Sei que busco um caminho mais tranquilo. Se a intenção era escrever sobre cinema, por que não Fassbinder, Tarkovski, Herzog ou Lars von Trier? Acho que me faltam os “cojones” pra empreitada. Ou é preguiça de encarar as metáforas e simbologias de “Anticristo”, por exemplo. Em todo caso, acho que o esforço valerá, ao menos, para dizer que o “rei está nu”. Este é o caso de Argo.
Tenho curiosidade sobre o tema, a
Revolução Iraniana. Aliás, um filme que não tenha a Europa Ocidental ou os Estados
Unidos como cenário já ganha algum ponto. Para apimentar o paladar, o Oscar de
melhor filme entregue pela primeira dama americana e a indignação imediata do governo
iraniano. No mínimo, o filme deve ter um apelo político forte, para justificar
a celeuma, pensei. Rendi-me à curiosidade e fui assistir ao danado, torcendo
para ser surpreendido.
Mesmo não sendo adepto de teorias
da conspiração, acredito que neste caso houve um conluio entre o Ahmadinejad e
o governo americano para promover o filme. Somente isso justificaria tanto
barulho por uma película anódina.
Para começar, as únicas ofensas ao
regime dos aiatolás ocorrem nas cenas de entrada e saída do espaço aéreo
iraniano, momentos em que a comissária de bordo anuncia a proibição ou relaxamento
do consumo de bebidas alcoólicas. Dá-se para ter uma boa ideia dos rumos “progressistas”
que a revolução estava tomando. É bem verdade que por aqui proíbem “unas cositas”
e, quanto ao álcool, a Lei Seca está a caminho, mas convenhamos: se tu não
podes beber a 40 mil pés de altitude, imagina o que não estás impedido de fazer
em terra. O Irã prometeu uma réplica cinematográfica. Muito provavelmente
enaltecerá os valores da família e da religião, tal quais outros movimentos
reacionários.
Então o que haveria de diferente
em Argo? Não ouvi ou li críticas mais
interessantes do que apontar certa imparcialidade do diretor Ben Afflect ao tratar da
relação iraniano-americana pré-revolucionária.

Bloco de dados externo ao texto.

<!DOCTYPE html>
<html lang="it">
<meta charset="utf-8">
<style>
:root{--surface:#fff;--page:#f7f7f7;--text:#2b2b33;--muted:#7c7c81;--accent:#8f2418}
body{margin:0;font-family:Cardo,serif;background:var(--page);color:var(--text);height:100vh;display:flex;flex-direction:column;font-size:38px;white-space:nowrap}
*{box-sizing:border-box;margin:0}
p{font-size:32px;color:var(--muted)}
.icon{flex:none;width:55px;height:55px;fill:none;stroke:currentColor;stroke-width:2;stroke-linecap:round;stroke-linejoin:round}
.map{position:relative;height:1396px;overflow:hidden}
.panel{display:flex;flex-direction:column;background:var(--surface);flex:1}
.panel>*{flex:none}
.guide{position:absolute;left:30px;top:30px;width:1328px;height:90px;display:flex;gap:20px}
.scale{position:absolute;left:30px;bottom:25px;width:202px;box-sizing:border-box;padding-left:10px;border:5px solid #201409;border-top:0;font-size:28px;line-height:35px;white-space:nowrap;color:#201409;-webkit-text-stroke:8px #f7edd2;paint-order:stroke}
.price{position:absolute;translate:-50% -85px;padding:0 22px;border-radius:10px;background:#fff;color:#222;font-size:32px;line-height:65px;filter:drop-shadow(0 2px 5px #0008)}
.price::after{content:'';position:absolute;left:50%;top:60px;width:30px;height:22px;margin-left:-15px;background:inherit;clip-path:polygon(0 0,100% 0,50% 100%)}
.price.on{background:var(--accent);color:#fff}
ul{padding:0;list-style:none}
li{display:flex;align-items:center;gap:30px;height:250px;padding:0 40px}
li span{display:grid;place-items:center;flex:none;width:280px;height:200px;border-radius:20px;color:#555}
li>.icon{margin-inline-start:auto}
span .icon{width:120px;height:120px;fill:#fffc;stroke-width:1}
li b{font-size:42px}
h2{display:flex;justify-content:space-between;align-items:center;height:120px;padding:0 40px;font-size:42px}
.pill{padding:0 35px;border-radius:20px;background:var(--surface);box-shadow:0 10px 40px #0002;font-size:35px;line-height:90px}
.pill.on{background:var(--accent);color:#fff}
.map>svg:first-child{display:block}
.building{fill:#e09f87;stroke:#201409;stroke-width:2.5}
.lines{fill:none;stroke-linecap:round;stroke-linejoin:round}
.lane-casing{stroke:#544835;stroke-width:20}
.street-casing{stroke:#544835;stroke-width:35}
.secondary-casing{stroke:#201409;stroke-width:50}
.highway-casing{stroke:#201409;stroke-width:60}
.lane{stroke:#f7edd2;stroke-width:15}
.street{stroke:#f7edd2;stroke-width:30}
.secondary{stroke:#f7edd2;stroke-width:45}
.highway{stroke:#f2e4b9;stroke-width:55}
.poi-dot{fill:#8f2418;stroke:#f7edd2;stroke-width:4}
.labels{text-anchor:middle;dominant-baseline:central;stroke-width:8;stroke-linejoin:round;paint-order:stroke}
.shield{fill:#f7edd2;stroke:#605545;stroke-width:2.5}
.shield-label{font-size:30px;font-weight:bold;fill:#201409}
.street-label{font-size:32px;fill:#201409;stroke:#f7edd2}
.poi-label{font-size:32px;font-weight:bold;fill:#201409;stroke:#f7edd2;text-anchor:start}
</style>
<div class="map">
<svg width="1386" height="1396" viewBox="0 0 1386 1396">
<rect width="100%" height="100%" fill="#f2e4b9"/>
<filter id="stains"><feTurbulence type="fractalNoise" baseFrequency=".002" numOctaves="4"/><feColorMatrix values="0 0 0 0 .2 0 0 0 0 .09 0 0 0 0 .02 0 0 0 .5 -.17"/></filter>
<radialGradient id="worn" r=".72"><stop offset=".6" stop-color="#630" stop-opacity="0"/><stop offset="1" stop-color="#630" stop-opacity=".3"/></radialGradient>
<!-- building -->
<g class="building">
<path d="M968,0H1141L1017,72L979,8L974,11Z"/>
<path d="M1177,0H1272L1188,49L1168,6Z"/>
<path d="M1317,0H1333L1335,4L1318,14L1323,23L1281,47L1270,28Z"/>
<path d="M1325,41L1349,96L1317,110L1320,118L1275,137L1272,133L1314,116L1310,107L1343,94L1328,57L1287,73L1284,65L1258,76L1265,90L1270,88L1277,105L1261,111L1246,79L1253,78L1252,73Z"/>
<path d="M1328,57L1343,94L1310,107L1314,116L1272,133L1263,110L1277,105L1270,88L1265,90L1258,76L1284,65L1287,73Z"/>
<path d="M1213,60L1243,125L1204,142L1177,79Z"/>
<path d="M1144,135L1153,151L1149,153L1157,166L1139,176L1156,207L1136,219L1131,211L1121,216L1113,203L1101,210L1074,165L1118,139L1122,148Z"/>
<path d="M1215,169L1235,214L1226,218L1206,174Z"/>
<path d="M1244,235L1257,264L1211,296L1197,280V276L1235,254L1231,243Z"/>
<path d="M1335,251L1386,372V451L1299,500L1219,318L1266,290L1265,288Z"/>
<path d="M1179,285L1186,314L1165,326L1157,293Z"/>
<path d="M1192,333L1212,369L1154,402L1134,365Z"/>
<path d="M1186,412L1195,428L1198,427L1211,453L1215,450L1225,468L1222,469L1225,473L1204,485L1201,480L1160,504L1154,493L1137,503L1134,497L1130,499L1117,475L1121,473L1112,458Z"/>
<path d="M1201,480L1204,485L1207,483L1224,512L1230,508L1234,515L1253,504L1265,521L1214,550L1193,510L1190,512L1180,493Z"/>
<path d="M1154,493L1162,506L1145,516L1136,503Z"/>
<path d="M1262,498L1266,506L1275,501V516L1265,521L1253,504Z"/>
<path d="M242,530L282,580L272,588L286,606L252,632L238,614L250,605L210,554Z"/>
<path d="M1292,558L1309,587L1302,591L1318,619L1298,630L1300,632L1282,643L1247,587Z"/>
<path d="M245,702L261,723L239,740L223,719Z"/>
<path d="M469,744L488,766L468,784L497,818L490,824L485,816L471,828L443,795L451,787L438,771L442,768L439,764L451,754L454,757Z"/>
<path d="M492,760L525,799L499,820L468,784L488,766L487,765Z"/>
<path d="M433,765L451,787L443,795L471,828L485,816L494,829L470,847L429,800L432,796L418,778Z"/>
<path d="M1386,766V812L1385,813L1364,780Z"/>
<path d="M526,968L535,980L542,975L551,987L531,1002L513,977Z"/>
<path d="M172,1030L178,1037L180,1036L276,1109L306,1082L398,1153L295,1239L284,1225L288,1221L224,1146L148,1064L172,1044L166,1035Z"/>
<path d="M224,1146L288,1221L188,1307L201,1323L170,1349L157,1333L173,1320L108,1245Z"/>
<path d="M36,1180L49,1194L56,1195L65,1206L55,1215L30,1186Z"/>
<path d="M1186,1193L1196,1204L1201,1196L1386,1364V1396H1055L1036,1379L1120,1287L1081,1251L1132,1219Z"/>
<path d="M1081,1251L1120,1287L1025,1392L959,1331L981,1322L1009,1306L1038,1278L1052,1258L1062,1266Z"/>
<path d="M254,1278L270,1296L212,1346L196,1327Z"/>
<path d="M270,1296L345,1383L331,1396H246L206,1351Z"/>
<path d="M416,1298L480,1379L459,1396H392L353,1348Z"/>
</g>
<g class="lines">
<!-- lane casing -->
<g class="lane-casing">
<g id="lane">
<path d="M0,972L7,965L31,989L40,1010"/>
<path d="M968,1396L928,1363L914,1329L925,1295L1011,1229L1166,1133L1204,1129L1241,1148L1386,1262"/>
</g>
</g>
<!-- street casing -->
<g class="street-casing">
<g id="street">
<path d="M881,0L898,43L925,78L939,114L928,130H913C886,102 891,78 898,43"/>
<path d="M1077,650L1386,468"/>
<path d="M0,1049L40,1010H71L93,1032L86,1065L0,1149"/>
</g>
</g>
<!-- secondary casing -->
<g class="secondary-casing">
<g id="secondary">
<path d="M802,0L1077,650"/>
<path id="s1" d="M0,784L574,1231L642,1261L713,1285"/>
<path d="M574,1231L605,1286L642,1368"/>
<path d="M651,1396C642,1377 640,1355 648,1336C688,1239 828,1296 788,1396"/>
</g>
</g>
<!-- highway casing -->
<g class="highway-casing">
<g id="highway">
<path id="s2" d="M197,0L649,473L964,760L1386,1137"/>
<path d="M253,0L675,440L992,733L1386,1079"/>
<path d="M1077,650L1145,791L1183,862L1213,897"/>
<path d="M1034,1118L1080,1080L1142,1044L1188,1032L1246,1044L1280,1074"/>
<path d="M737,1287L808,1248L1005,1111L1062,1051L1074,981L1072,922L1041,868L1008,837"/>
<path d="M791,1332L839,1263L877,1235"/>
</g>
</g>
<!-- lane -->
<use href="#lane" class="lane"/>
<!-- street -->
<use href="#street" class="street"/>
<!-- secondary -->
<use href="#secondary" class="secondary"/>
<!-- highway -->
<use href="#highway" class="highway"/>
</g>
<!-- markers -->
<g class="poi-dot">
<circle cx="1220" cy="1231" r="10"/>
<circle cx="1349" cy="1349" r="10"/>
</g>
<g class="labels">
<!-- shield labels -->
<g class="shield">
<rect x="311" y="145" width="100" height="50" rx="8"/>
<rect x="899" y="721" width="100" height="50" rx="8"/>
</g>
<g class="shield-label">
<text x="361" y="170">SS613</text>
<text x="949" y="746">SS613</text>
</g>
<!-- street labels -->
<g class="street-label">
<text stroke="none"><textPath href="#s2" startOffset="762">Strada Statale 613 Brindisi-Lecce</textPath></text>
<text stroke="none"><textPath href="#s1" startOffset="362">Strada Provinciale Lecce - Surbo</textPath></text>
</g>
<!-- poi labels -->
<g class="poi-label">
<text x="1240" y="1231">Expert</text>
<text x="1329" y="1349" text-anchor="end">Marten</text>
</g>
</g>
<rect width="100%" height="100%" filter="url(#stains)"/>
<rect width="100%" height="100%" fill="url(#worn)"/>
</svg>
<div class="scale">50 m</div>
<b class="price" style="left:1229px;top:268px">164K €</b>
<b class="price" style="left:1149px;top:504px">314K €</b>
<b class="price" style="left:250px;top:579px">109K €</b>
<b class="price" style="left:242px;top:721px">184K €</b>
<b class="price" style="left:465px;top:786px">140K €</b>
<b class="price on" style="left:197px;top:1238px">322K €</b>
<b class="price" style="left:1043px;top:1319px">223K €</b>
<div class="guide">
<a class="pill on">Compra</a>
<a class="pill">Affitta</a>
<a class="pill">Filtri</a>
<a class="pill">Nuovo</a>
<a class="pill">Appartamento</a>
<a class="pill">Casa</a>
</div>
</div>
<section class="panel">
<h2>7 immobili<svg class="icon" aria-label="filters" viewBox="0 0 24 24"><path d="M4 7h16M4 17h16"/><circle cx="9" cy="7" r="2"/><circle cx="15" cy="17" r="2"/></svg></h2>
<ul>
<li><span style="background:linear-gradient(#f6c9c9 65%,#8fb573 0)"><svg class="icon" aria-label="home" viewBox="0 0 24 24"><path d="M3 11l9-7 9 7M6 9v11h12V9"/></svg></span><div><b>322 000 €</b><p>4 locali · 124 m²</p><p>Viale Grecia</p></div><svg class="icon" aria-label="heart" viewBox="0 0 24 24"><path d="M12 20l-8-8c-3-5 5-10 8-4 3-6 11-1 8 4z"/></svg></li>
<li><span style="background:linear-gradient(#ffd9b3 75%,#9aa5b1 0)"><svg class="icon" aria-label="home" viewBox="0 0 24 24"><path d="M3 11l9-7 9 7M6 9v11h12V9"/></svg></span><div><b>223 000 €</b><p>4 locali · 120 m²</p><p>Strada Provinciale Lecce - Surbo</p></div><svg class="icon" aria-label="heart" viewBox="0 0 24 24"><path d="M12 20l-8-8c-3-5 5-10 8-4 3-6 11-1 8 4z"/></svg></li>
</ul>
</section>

Isso porque o filme faz um
retrospecto histórico, no qual mostra que os defensores da paz e liberdade
ajudaram a instalar outro regime despótico e impopular no planeta, mais um adepto
da tortura e de execuções políticas. Parece uma verdadeira cartilha reacionária,
aplicada uma miríade de vezes na América Latina, África e Ásia durante todo o
século passado. Mas é no mínimo questionável
que tenha havido grande ousadia do diretor nessa “autocrítica”. Cada vez mais
distantes dos acontecimentos, fica claro o tipo de participação geopolítica que
os EUA empreenderam nas últimas décadas. Em tempos de Wikileaks, mesmo os mais
ingênuos possuem uma noção do trabalho sujo cometido recentemente no Afeganistão (2001),
Venezuela (2002), Iraque (2003). Não houvesse esse mea-culpa, o
filme se assemelharia demais aos congêneres hollywoodianos que têm a guerra
como cenário. Pois, todos os outros apetrechos já estão presentes: perseguições
fantásticas, tiros e a bandeira americana balançando no final. Aos olhos
incautos, todavia, bastou leve verniz de imparcialidade para esconder os
maniqueísmos clássicos do cinema americano.
O diretor esforçou-se em mostrar a corrente revolucionária fundamentalista islâmica, que
acabou, de fato, predominando. Ignorou a participação de outros setores da
sociedade, muitos dos quais progressistas. Desdenhou o caráter político da
invasão da embaixada estadunidense em Teerã, um ato de soberania popular, anti-imperialista, ao
mostrar uma violência desordenada, que seria fruto do radicalismo religioso. Mais
um filme a reforçar a visão ocidental estereotipada do oriente, o que Edward
Said denominou Orientalismo. Em vez
de tentar desvendar as especificidades de povo plural e multifacetado, optou-se
pela visão limitada da Fox News.
Para mim, foi a ambientação “anos
70” o ponto alto do filme. E a cena da festa regada a uísque na véspera da fuga,
o clímax. Especialmente o momento em que toca, direto de uma vitrola, “When the
levee breaks”, do Led. Visão particular de um amante da boa boemia.
Deixo duas dicas para quem quiser
conhecer um pouco sobre a Revolução Iraniana. Há um documentário1 premiado
da BBC, que me pareceu bem completo e didático. E o filme Persépolis, uma animação
bela e sensível, que a narra a revolução a partir do ponto de vista de um setor
mais progressista e laico da sociedade persa.